### THE TASK
Down to the last character, repeat the data that follows.

### EXTRACTED MATERIAL
◇ ◇ ◇
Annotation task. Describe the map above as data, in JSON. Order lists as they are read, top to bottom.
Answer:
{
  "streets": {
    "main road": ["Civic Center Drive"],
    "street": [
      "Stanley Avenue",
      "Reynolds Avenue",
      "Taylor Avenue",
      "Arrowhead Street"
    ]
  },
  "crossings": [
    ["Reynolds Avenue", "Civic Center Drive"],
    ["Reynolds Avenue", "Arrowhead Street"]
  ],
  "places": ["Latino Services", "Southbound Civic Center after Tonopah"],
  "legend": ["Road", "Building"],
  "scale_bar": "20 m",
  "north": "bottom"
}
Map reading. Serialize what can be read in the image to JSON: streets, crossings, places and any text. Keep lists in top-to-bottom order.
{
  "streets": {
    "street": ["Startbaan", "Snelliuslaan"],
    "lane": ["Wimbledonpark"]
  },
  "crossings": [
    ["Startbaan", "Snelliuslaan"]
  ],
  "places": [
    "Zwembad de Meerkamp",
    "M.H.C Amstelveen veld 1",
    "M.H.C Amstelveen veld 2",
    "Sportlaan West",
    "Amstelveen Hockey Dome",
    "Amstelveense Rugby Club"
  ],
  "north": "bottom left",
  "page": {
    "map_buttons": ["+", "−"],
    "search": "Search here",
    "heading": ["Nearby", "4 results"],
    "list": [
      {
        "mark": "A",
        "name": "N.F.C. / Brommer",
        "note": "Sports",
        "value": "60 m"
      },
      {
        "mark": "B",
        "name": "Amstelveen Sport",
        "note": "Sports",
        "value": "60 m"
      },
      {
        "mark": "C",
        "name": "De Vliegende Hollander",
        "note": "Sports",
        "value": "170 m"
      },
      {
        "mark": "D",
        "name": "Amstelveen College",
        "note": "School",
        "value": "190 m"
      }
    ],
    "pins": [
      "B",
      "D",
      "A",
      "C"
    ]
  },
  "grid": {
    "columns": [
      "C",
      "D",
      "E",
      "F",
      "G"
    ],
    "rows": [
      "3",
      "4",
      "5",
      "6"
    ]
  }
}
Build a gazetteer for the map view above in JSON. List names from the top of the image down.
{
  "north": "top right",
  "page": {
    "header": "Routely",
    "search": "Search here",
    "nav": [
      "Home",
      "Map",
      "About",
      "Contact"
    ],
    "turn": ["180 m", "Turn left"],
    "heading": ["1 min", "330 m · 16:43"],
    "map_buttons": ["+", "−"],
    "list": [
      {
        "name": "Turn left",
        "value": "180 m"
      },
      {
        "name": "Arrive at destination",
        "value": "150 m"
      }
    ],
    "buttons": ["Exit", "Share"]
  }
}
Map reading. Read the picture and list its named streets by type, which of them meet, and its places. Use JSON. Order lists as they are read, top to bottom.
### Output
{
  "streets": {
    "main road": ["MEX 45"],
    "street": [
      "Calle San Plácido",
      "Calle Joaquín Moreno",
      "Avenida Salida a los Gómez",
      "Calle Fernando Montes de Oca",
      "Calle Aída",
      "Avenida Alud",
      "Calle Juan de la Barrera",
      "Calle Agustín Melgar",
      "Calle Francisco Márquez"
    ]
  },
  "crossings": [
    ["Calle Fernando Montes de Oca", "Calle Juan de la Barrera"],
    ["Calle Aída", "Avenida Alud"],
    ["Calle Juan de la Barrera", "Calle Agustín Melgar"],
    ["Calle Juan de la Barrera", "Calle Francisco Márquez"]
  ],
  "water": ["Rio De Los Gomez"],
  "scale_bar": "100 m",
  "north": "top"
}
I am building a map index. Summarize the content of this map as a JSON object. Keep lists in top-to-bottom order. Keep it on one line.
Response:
◇ ◇ ◇
### TASK OUTPUT
Annotation task. Describe the map above as data, in JSON. Order lists as they are read, top to bottom.
Answer:
{
  "streets": {
    "main road": ["Civic Center Drive"],
    "street": [
      "Stanley Avenue",
      "Reynolds Avenue",
      "Taylor Avenue",
      "Arrowhead Street"
    ]
  },
  "crossings": [
    ["Reynolds Avenue", "Civic Center Drive"],
    ["Reynolds Avenue", "Arrowhead Street"]
  ],
  "places": ["Latino Services", "Southbound Civic Center after Tonopah"],
  "legend": ["Road", "Building"],
  "scale_bar": "20 m",
  "north": "bottom"
}
Map reading. Serialize what can be read in the image to JSON: streets, crossings, places and any text. Keep lists in top-to-bottom order.
{
  "streets": {
    "street": ["Startbaan", "Snelliuslaan"],
    "lane": ["Wimbledonpark"]
  },
  "crossings": [
    ["Startbaan", "Snelliuslaan"]
  ],
  "places": [
    "Zwembad de Meerkamp",
    "M.H.C Amstelveen veld 1",
    "M.H.C Amstelveen veld 2",
    "Sportlaan West",
    "Amstelveen Hockey Dome",
    "Amstelveense Rugby Club"
  ],
  "north": "bottom left",
  "page": {
    "map_buttons": ["+", "−"],
    "search": "Search here",
    "heading": ["Nearby", "4 results"],
    "list": [
      {
        "mark": "A",
        "name": "N.F.C. / Brommer",
        "note": "Sports",
        "value": "60 m"
      },
      {
        "mark": "B",
        "name": "Amstelveen Sport",
        "note": "Sports",
        "value": "60 m"
      },
      {
        "mark": "C",
        "name": "De Vliegende Hollander",
        "note": "Sports",
        "value": "170 m"
      },
      {
        "mark": "D",
        "name": "Amstelveen College",
        "note": "School",
        "value": "190 m"
      }
    ],
    "pins": [
      "B",
      "D",
      "A",
      "C"
    ]
  },
  "grid": {
    "columns": [
      "C",
      "D",
      "E",
      "F",
      "G"
    ],
    "rows": [
      "3",
      "4",
      "5",
      "6"
    ]
  }
}
Build a gazetteer for the map view above in JSON. List names from the top of the image down.
{
  "north": "top right",
  "page": {
    "header": "Routely",
    "search": "Search here",
    "nav": [
      "Home",
      "Map",
      "About",
      "Contact"
    ],
    "turn": ["180 m", "Turn left"],
    "heading": ["1 min", "330 m · 16:43"],
    "map_buttons": ["+", "−"],
    "list": [
      {
        "name": "Turn left",
        "value": "180 m"
      },
      {
        "name": "Arrive at destination",
        "value": "150 m"
      }
    ],
    "buttons": ["Exit", "Share"]
  }
}
Map reading. Read the picture and list its named streets by type, which of them meet, and its places. Use JSON. Order lists as they are read, top to bottom.
### Output
{
  "streets": {
    "main road": ["MEX 45"],
    "street": [
      "Calle San Plácido",
      "Calle Joaquín Moreno",
      "Avenida Salida a los Gómez",
      "Calle Fernando Montes de Oca",
      "Calle Aída",
      "Avenida Alud",
      "Calle Juan de la Barrera",
      "Calle Agustín Melgar",
      "Calle Francisco Márquez"
    ]
  },
  "crossings": [
    ["Calle Fernando Montes de Oca", "Calle Juan de la Barrera"],
    ["Calle Aída", "Avenida Alud"],
    ["Calle Juan de la Barrera", "Calle Agustín Melgar"],
    ["Calle Juan de la Barrera", "Calle Francisco Márquez"]
  ],
  "water": ["Rio De Los Gomez"],
  "scale_bar": "100 m",
  "north": "top"
}
I am building a map index. Summarize the content of this map as a JSON object. Keep lists in top-to-bottom order. Keep it on one line.
Response:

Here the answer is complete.